Are There Tax Implications for Out-of-Court Personal Injury Settlements?

You wouldn’t be taxed if you were getting compensation or settlements for the injury caused by someone’s negligence. This includes compensation for pain and suffering, emotional stress, and medical expenses. However, there are rare cases where the plaintiff will be taxed.

For instance, you will most likely be taxed if you receive compensation for lost wages. Thus, the type of injury caused, settlements, or payment will determine whether you will be taxed. You should speak to a personal expert injury lawyer to know the tax details about the case peculiar to you.

What’s Out of Court Personal Injury Settlement?

An out-of-court personal injury statement is a situation whereby the plaintiff and defendant agree to a common ground without presenting the matter before the court.
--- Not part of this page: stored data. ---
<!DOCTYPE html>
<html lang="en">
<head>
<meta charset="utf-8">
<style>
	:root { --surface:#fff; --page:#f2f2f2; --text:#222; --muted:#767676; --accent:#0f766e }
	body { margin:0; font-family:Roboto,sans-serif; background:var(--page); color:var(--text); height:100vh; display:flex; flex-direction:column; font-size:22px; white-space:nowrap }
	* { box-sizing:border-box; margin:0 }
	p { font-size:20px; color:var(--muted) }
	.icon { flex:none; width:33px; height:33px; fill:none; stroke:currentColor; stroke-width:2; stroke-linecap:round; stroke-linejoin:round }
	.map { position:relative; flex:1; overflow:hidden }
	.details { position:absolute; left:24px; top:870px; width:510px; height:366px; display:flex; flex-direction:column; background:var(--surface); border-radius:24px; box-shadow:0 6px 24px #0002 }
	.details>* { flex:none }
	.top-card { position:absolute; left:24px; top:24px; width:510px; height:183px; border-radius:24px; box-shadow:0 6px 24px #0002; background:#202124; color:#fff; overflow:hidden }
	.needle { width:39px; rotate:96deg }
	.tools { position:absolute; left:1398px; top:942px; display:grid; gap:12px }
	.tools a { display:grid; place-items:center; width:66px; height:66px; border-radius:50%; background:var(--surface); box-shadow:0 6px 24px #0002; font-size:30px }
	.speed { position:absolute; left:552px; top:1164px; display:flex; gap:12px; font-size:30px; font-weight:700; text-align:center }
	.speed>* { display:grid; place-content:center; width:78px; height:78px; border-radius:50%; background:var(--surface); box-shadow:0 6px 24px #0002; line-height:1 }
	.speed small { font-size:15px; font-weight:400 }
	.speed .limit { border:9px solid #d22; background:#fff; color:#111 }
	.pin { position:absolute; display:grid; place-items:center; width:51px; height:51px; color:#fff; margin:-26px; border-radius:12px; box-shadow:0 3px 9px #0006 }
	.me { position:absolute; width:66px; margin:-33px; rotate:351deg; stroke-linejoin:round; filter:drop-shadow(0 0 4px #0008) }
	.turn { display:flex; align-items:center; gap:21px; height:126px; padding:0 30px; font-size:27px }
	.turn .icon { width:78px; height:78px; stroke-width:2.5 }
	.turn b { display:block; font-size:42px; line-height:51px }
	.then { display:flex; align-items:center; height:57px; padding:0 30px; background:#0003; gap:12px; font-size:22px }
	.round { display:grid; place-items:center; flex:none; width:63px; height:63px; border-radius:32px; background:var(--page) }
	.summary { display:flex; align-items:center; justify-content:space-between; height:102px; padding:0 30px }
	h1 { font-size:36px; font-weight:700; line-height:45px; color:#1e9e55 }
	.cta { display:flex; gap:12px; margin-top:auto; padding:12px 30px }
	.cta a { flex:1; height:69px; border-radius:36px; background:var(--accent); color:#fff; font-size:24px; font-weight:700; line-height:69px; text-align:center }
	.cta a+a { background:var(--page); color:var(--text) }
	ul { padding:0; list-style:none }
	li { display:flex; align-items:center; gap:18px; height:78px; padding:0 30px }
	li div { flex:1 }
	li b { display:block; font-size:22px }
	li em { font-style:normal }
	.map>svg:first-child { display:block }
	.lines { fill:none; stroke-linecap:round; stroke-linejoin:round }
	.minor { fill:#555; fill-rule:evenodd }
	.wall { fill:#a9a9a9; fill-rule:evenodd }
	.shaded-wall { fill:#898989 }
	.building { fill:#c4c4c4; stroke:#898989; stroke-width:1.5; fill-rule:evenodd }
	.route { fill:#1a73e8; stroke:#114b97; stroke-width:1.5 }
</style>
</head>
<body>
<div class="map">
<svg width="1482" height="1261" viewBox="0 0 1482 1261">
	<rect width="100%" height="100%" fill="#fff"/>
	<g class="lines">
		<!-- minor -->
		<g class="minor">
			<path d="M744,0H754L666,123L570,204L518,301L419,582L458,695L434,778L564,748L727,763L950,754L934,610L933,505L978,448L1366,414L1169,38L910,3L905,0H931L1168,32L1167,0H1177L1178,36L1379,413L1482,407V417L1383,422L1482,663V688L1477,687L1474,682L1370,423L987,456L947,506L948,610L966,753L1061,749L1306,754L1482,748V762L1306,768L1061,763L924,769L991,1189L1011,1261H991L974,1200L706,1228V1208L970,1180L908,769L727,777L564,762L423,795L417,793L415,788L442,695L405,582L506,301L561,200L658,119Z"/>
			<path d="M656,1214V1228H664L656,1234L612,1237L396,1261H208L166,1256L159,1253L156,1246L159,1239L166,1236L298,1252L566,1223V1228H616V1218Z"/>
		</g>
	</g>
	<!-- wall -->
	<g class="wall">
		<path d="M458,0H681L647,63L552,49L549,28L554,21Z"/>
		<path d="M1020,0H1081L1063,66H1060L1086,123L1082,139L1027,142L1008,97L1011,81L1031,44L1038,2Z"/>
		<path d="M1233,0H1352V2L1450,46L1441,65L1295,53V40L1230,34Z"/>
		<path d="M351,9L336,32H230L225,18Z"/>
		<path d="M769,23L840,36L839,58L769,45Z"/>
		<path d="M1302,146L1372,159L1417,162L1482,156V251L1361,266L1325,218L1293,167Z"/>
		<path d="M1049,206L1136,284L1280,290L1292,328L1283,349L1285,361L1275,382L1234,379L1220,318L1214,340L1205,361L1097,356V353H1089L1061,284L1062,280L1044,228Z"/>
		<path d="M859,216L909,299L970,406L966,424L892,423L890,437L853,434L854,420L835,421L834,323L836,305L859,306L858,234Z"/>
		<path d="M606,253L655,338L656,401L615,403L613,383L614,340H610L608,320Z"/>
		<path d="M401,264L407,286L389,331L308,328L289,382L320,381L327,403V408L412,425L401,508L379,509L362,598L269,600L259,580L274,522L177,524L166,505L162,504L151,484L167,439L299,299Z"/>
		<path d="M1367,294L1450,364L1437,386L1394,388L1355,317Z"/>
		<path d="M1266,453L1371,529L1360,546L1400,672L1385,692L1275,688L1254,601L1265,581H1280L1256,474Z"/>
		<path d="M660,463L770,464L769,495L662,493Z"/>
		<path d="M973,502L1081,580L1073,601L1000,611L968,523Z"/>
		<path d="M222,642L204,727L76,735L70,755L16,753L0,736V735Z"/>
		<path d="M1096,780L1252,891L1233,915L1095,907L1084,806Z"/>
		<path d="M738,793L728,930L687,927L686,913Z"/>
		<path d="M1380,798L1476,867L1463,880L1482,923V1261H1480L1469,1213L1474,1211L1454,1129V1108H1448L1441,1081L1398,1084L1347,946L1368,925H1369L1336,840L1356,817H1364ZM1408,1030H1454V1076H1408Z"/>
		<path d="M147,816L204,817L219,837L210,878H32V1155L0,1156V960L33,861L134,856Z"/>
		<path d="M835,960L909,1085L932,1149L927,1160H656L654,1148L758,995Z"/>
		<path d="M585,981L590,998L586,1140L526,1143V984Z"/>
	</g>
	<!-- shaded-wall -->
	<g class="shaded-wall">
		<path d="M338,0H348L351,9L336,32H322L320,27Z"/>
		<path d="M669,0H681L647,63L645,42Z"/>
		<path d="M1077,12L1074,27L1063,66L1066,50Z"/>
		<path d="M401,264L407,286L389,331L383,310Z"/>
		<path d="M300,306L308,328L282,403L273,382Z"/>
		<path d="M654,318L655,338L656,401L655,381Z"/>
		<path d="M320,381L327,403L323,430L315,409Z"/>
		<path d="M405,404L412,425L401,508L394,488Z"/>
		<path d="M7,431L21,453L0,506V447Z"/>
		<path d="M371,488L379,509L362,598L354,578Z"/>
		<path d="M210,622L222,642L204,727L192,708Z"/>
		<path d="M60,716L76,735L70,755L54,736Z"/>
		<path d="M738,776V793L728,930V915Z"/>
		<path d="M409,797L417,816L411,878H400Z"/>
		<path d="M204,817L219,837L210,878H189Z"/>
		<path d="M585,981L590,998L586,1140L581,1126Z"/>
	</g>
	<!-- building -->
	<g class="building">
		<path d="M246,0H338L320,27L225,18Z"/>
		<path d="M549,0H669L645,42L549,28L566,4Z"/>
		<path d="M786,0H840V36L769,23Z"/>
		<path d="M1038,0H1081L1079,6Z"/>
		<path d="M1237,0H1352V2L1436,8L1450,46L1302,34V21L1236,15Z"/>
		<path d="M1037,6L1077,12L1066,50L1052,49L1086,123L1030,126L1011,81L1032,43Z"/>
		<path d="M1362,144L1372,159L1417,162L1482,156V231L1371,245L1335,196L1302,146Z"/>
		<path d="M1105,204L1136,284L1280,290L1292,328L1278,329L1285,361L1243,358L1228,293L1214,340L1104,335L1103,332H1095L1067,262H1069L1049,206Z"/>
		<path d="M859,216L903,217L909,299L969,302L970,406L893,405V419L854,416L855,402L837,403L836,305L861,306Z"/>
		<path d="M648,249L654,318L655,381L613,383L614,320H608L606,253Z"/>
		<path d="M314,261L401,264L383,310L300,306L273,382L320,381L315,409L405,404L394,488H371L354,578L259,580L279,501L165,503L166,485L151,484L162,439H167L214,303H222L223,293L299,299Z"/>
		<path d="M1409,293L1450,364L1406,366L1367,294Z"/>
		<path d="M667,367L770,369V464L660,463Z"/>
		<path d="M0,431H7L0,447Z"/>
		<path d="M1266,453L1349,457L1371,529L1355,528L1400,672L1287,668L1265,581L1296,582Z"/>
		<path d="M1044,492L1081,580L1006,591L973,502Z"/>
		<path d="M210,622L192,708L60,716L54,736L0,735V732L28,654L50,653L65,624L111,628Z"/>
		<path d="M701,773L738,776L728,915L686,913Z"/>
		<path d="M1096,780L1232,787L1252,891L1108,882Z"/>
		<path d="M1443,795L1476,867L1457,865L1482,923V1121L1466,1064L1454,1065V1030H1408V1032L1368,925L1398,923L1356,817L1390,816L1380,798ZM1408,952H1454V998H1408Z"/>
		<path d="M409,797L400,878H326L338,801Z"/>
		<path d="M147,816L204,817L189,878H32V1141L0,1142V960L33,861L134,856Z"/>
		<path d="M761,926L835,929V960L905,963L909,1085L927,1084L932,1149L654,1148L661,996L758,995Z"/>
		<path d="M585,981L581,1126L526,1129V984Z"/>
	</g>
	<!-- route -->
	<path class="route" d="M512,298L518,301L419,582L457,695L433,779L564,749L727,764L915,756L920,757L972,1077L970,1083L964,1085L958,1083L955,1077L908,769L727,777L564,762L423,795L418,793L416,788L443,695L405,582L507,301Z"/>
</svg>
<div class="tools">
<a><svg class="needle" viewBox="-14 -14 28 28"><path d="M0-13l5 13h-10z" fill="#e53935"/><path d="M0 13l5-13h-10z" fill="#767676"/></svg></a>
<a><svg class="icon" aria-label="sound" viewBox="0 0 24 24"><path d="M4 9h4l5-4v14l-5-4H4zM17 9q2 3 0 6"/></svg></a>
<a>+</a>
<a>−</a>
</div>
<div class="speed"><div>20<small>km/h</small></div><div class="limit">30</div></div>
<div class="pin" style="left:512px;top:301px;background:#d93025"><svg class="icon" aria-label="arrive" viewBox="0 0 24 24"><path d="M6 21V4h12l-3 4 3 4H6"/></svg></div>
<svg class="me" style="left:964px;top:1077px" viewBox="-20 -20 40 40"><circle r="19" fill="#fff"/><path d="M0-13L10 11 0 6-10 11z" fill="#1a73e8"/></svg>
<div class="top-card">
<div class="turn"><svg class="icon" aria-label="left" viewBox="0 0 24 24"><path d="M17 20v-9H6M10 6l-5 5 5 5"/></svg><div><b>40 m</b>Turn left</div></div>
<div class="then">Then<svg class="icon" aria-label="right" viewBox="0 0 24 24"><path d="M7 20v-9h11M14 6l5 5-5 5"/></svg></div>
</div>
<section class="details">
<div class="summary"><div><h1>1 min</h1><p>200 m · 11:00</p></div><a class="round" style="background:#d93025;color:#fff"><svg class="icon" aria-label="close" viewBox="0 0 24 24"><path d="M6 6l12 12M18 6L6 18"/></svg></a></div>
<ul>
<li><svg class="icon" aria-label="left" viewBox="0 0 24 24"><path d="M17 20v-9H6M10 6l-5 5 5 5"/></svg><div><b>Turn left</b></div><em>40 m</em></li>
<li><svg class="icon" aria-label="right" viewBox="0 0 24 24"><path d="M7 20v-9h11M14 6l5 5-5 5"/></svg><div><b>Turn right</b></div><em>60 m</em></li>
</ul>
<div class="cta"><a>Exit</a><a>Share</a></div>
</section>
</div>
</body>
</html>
Each party would have a legal counsel that would serve as a witness to both parties’ agreement.

There will also be proper documentation of the compensation the defendant agreed to pay. Since the personal injury case wasn’t presented to the court, many believe a tax should be incurred.

Why Personal Injury Settlements Are Not Taxed

Typically, taxes are incurred on gained transactions, such as businesses or job salaries. The entire idea behind the tax system is to give back from your gains. However, a personal injury settlement isn’t a gain but compensation for your injury or loss. Even if you are financially stable, it will only be considered if you get repayment for what was taken from you.

Why You May Be Taxed on Your Personal Injury Settlement

As mentioned earlier, there are exemptions to tax collection on out-of-court personal injury settlements. Foremost, if the accident causes no physical injury but emotional trauma, you will be charged a certain amount of tax when you receive your compensation fee. It’s more pronounced when there isn’t any physical harm, including scratches, but only psychological defects. You may also want to learn about the tax implications of settlements applicable to your province.

Another situation that may warrant tax payment is why the losses are employment-based, such as discrimination from a colleague or an employer. Lastly, you may be taxed if the previous year’s physical injury cost was calculated. The new settlement or compensation will be considered a gain in this case. This is why tax may not apply to every part of the settlement. A perfect example is when you deducted emergency room costs in the previous year but have not calculated the operational medical price for this year.

Rounding Up

You shouldn’t stress yourself too much, understanding personal law taxes. It can be highly complex and overwhelming. However, hire a proficient personal injury claim lawyer to communicate with you every step of the settlement. The best lawyer will also always make decisions to your advantage.